EAAT2 as a Research Target in Bipolar Disorder and Unipolar Depression: A Systematic Review.

作者信息

Blacker Caren J, Millischer Vincent, Webb Lauren M, Ho Ada M C, Schalling Martin, Frye Mark A, Veldic Marin

机构信息

Department of Psychiatry and Psychology, Mayo Clinic Depression Center, Mayo Clinic, Rochester, Minnesota, USA.

Department of Molecular Medicine and Surgery (MMK), Karolinska Institutet, Stockholm, Sweden.

出版信息

Mol Neuropsychiatry. 2020 Apr;5(Suppl 1):44-59. doi: 10.1159/000501885. Epub 2019 Jul 23.

DOI:10.1159/000501885
PMID:32399469
原文链接:https://pmc.ncbi.nlm.nih.gov/articles/PMC7206595/
Abstract

Glutamate is implicated in the neuropathology of both major depressive disorder and bipolar disorder. Excitatory amino acid transporter 2 (EAAT2) is the major glutamate transporter in the mammalian brain, removing glutamate from the synaptic cleft and transporting it into glia for recycling. It is thereby the principal regulator of extracellular glutamate levels and prevents neuronal excitotoxicity. EAAT2 is a promising target for elucidating the mechanisms by which the glutamate-glutamine cycle interacts with neuronal systems in mood disorders. Forty EAAT2 studies (published January 1992-January 2018) were identified via a systematic literature search. The studies demonstrated that chronic stress/steroids were most commonly associated with decreased EAAT2. In rodents, EAAT2 inhibition worsened depressive behaviors. Human EAAT2 expression usually decreased in depression, with some regional brain differences. Fewer data have been collected regarding the roles and regulation of EAAT2 in bipolar disorder.
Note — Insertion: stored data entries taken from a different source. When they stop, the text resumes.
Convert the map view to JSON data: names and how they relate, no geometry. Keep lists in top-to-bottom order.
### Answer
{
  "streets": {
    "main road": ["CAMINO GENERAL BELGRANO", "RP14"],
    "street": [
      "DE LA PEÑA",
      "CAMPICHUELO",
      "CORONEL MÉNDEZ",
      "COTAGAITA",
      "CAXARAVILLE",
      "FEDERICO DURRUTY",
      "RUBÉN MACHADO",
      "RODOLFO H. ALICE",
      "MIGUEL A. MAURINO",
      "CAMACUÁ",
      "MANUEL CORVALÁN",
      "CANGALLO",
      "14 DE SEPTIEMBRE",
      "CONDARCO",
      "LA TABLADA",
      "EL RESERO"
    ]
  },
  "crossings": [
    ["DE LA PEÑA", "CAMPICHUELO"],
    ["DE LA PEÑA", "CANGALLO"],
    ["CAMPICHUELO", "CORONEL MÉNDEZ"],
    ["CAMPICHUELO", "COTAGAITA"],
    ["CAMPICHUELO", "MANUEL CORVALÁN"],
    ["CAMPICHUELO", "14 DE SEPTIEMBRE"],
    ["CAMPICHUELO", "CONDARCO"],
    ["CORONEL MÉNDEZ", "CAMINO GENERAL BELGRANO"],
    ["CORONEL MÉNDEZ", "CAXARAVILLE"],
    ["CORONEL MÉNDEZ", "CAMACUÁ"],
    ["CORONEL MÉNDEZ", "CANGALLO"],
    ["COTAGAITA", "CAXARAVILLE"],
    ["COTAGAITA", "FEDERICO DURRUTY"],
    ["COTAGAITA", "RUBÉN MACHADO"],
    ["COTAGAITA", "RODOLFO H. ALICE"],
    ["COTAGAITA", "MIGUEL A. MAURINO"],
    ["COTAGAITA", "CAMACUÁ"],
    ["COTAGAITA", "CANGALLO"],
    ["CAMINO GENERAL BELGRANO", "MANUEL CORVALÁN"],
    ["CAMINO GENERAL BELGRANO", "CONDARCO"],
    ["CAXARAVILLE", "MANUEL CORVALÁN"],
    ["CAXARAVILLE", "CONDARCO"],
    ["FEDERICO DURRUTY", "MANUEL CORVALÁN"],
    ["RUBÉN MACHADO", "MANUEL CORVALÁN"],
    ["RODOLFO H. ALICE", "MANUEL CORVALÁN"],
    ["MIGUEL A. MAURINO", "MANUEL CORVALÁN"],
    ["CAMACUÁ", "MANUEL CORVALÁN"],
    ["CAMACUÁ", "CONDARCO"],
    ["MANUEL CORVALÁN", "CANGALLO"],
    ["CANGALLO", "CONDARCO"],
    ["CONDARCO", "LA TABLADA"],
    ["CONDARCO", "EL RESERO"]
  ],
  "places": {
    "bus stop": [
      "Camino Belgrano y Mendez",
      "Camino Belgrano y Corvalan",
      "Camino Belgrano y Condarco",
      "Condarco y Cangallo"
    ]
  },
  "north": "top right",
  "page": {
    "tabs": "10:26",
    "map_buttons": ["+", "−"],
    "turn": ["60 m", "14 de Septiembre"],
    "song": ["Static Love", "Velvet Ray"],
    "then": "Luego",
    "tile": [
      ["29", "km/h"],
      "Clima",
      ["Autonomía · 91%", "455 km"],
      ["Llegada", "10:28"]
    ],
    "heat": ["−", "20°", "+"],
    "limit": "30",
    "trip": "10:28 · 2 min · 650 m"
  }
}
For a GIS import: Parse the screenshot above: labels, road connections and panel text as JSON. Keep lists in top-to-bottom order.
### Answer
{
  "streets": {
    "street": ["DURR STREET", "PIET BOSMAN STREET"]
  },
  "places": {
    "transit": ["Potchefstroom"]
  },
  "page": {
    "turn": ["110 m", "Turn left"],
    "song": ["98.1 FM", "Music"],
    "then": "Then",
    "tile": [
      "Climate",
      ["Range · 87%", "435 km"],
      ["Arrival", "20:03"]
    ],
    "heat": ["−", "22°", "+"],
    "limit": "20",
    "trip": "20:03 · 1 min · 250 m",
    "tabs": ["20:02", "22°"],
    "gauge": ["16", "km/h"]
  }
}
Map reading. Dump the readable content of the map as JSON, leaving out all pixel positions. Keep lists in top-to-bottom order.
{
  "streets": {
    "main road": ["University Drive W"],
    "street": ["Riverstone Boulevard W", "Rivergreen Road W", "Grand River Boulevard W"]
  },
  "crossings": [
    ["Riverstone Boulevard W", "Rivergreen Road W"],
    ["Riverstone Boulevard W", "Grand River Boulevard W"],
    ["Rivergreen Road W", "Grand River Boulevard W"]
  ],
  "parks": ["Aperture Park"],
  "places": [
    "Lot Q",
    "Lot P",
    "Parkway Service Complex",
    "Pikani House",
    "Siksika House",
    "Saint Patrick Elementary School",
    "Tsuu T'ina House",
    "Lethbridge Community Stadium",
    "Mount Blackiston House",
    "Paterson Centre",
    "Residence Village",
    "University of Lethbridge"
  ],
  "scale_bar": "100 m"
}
Future directions for research include correlating EAAT2 and glutamate levels in vivo, elucidating genetic variability and epigenetic regulation, clarifying intracellular protein and pharmacologic interactions, and examining EAAT2 in different bipolar mood states. As part of a macromolecular complex within glia, EAAT2 may contribute significantly to intracellular signaling, energy regulation, and cellular homeostasis. An enhanced understanding of this system is needed.

摘要

谷氨酸与重度抑郁症和双相情感障碍的神经病理学均有关联。兴奋性氨基酸转运体2(EAAT2)是哺乳动物大脑中的主要谷氨酸转运体,它将谷氨酸从突触间隙移除并转运至神经胶质细胞进行再循环。因此,它是细胞外谷氨酸水平的主要调节因子,并可防止神经元兴奋毒性。EAAT2是一个很有前景的靶点,有助于阐明谷氨酸-谷氨酰胺循环与情绪障碍中神经元系统相互作用的机制。通过系统的文献检索,共确定了40项关于EAAT2的研究(发表于1992年1月至2018年1月)。这些研究表明,慢性应激/类固醇最常与EAAT2减少相关。在啮齿动物中,抑制EAAT2会使抑郁行为恶化。在抑郁症患者中,人类EAAT2的表达通常会降低,且存在一些脑区差异。关于EAAT2在双相情感障碍中的作用和调节的研究数据较少。未来的研究方向包括在体内关联EAAT2和谷氨酸水平、阐明遗传变异性和表观遗传调控、明确细胞内蛋白质和药物相互作用,以及研究不同双相情感状态下的EAAT2。作为神经胶质细胞内大分子复合物的一部分,EAAT2可能对细胞内信号传导、能量调节和细胞稳态有显著贡献。因此,需要进一步深入了解这个系统。